Accanto o, a volte, in opposizione all’interpretazione filosofica e teologica, oggi si è soliti rappresentare e definire
l’uomo come un essere psico-fisico, costituito dal funzionamento di organi, apparati e sistemi che compongono
l’organismo del singolo individuo al di sopra dei quali si
collocano i fenomeni della vita psichica. Tuttavia, la storia
stessa dell’umanità attesta il persistente e generalizzato
desiderio di andare oltre l’orizzonte materiale biologico e
psichico dell’uomo.
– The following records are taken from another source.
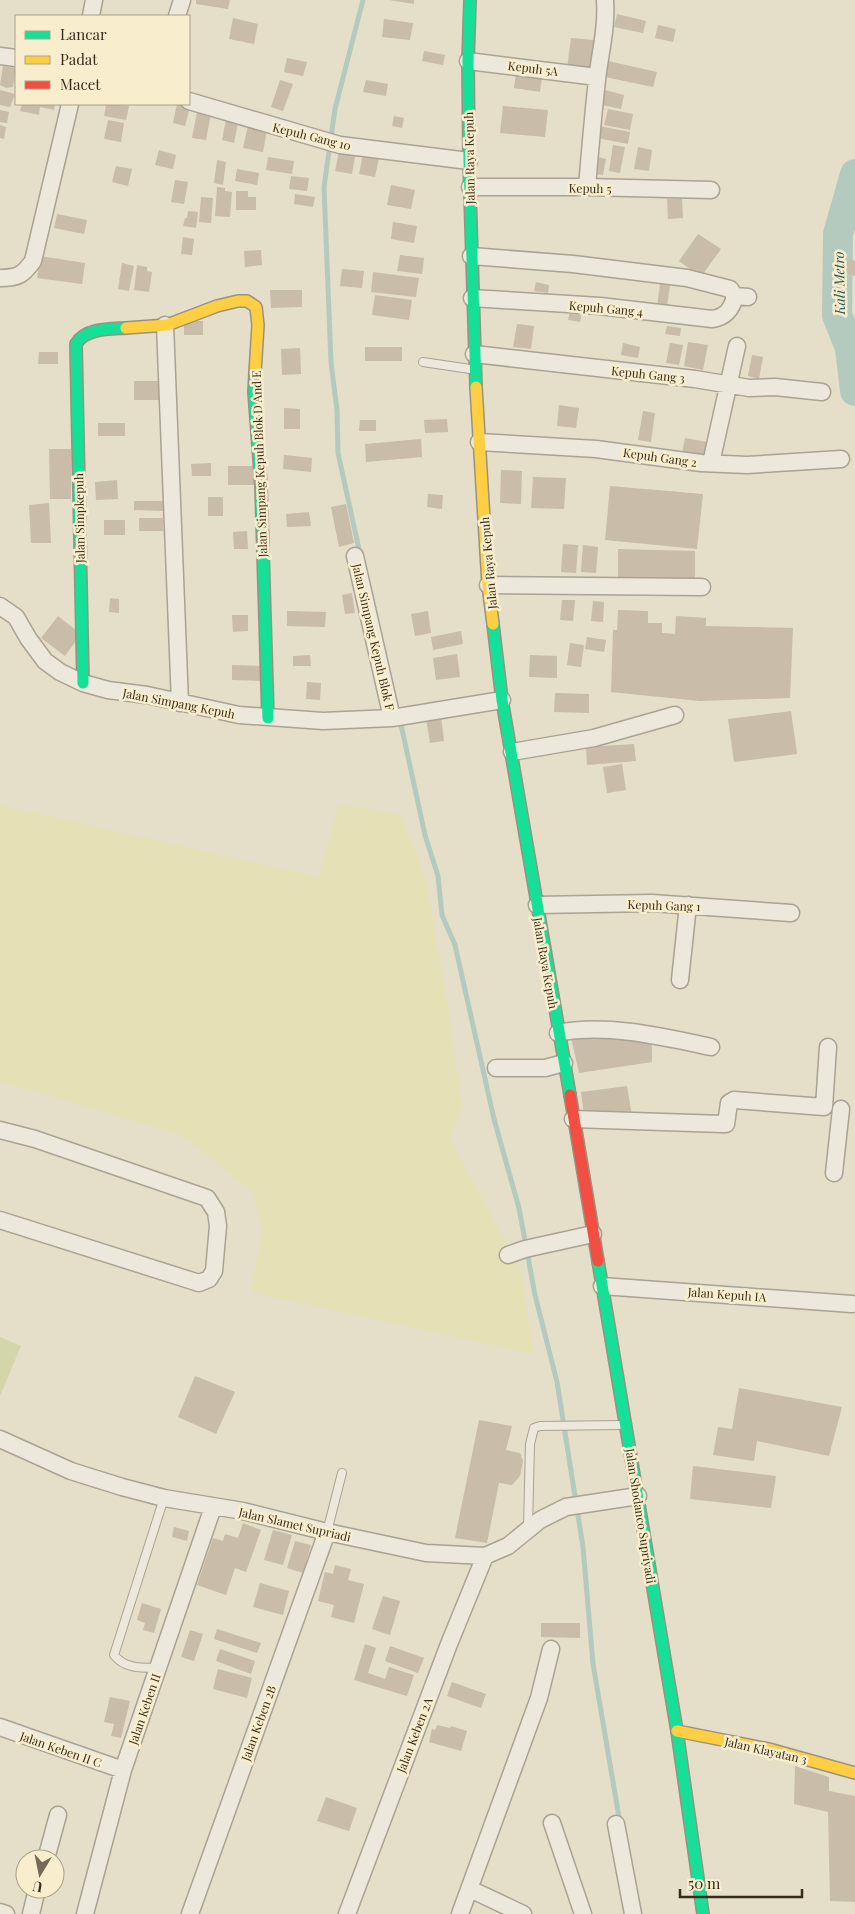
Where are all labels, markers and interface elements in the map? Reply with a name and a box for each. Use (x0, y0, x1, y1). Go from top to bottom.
legend (15, 15, 190, 105)
text: Lancar (60, 24, 107, 44)
text: Padat (60, 49, 98, 69)
street label: Kepuh 5A (507, 57, 559, 79)
text: Macet (60, 74, 101, 94)
street label: Jalan Raya Kepuh (460, 112, 478, 205)
street label: Kepuh Gang 10 (271, 119, 353, 153)
street label: Kepuh 5 (568, 180, 612, 196)
water label: Kali Metro (829, 251, 849, 316)
street label: Kepuh Gang 4 (568, 297, 644, 319)
street label: Kepuh Gang 3 (610, 362, 686, 386)
street label: Jalan Simpang Kepuh Blok D And E (248, 370, 270, 559)
street label: Kepuh Gang 2 (622, 444, 698, 470)
street label: Jalan Simpkepuh (70, 473, 88, 564)
street label: Jalan Raya Kepuh (476, 516, 500, 611)
street label: Jalan Simpang Kepuh Blok F (349, 561, 399, 712)
street label: Jalan Simpang Kepuh (120, 684, 237, 722)
street label: Kepuh Gang 1 (627, 896, 701, 914)
street label: Jalan Raya Kepuh (530, 915, 562, 1010)
street label: Jalan Kepuh IA (686, 1283, 767, 1305)
street label: Jalan Shodanco Supriyadi (622, 1446, 660, 1585)
street label: Jalan Slamet Supriadi (236, 1503, 353, 1545)
street label: Jalan Keben II (124, 1671, 164, 1748)
street label: Jalan Keben 2B (237, 1683, 279, 1764)
street label: Jalan Keben 2A (392, 1695, 436, 1776)
street label: Jalan Keben II C (17, 1727, 104, 1770)
street label: Jalan Klayatan 3 (722, 1733, 809, 1767)
north arrow (15, 1849, 65, 1899)
scale bar (680, 1866, 802, 1898)
text: 50 m (688, 1873, 721, 1893)
text: U (31, 1877, 44, 1897)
Esiste una valenza simbolica delle
realizzazioni umane e dell’esistenza stessa che va oltre la
realtà concreta e le sue esigenze.
Più recentemente il filosofo Max Scheler (1874-1928) ha
dato una definizione della persona: egli la intende come
portatrice e “centro” di atti spirituali.
In sostanza l’uomo, l’essere umano, la persona, si presenta come caratterizzata da diversi elementi o dimensioni
costitutive dell’essere-uomo che possono rappresentare
come i vertici di un quadrato:
Ma tali funzioni definite non possono stare le une senza
le altre. Ad esempio, non sempre le realtà vengono colte
dal pensiero razionale: a volte si intuiscono e poi si elaborano razionalmente. La sola percezione non dà una
rappresentazione “oggettiva” della realtà stessa, poiché
percepire con i sensi è un atto fisiologico condizionato
dalle condizioni esistenziali in cui avviene l’azione del percepire. L’agire secondo coscienza non è lo stesso che
agire per istinto. Ragione e sentimenti sono spesso in
conflitto tra loro, ma la maturità di una persona consiste
nel non lasciarsi guidare solo dalle ragioni del cuore o
dalle ragioni della ragione, ma da entrambi.
Così, pure, l’essere umano è un essere sessuato, il che
esprime la prima e fondamentale delle relazioni; ed è un
essere sociale, oltreché individuale.
Tali dimensioni fondamentali che tra loro interagiscono,
alla luce dell’affermazione biblica dell’uomo creato a immagine e somiglianza di Dio, possono essere riassunte
nei modi seguenti.
L’uomo è un essere pensante perché Dio è pensiero:
In principio era il Verbo... e il Verbo si fece carne;
(Gv 1, 1.14)
l’uomo è un essere amante perché Dio è amore:
«Come il Padre ha amato me io ho amato voi»;
(Gv 15, 9)
l’uomo è un essere cosciente perché Dio è coscienza:
«ma io vi dico...»;
(Mt 5-7)
l’uomo è un essere che si relaziona perché Dio è relazione
di Persone:
«io sono nel Padre e il Padre è in me».
(Gv 14, 10)
L’agire umano è dunque multiforme e complesso, è un
agire che ha come riferimento l’azione di Dio e ultimamente il pensiero e l’agire di Cristo. È un agire che, analogamente all’agire creativo di Dio, diventa concreazione,
intesa come progettualità e autoprogettualità, che chiama
in causa la libertà e la responsabilità. Non si ha propriamente comportamento veramente “umano” se non si è
liberi e se non si è responsabili di ciò che si compie.